Action item
The exercise asks you to copy every line below in which "dels" appears.

Excerpted data
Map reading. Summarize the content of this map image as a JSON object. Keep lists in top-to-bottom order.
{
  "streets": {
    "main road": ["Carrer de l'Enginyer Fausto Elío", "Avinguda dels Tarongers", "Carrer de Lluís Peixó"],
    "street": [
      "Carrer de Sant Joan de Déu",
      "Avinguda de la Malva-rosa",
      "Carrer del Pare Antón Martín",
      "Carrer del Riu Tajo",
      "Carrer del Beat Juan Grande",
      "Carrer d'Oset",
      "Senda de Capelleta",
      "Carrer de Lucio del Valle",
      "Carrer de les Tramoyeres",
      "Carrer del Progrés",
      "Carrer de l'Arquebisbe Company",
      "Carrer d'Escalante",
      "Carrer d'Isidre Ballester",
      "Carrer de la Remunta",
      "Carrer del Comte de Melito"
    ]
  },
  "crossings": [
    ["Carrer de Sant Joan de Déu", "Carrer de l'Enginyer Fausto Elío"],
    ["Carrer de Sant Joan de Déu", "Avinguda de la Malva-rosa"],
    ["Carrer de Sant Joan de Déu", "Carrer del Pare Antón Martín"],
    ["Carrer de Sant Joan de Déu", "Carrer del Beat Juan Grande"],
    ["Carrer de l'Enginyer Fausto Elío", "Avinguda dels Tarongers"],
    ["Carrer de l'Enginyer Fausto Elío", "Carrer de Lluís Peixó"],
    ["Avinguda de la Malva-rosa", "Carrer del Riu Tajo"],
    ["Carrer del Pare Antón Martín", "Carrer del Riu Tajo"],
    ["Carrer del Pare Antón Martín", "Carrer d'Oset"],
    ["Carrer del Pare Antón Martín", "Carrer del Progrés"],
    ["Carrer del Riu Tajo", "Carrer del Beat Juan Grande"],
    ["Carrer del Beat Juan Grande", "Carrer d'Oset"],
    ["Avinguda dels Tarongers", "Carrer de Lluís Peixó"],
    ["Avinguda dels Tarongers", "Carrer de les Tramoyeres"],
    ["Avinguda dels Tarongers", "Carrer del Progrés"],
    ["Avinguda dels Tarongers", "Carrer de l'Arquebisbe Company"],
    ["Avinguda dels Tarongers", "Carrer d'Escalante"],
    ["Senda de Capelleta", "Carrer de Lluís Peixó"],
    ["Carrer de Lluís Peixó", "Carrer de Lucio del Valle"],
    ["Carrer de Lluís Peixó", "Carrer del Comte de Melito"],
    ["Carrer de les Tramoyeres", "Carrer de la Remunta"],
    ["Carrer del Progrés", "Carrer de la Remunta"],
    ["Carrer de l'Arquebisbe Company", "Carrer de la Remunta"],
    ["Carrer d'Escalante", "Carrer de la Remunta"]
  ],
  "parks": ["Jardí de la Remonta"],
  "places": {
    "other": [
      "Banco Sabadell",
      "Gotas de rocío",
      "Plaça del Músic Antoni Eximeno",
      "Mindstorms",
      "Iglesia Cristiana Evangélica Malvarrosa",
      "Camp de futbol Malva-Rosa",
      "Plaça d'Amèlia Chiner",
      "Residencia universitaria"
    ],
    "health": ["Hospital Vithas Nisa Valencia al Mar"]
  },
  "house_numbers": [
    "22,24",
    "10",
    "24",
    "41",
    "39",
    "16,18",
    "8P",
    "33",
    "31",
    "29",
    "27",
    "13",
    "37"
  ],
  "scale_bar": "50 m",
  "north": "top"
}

Worked solution
    "main road": ["Carrer de l'Enginyer Fausto Elío", "Avinguda dels Tarongers", "Carrer de Lluís Peixó"],
    ["Carrer de l'Enginyer Fausto Elío", "Avinguda dels Tarongers"],
    ["Avinguda dels Tarongers", "Carrer de Lluís Peixó"],
    ["Avinguda dels Tarongers", "Carrer de les Tramoyeres"],
    ["Avinguda dels Tarongers", "Carrer del Progrés"],
    ["Avinguda dels Tarongers", "Carrer de l'Arquebisbe Company"],
    ["Avinguda dels Tarongers", "Carrer d'Escalante"],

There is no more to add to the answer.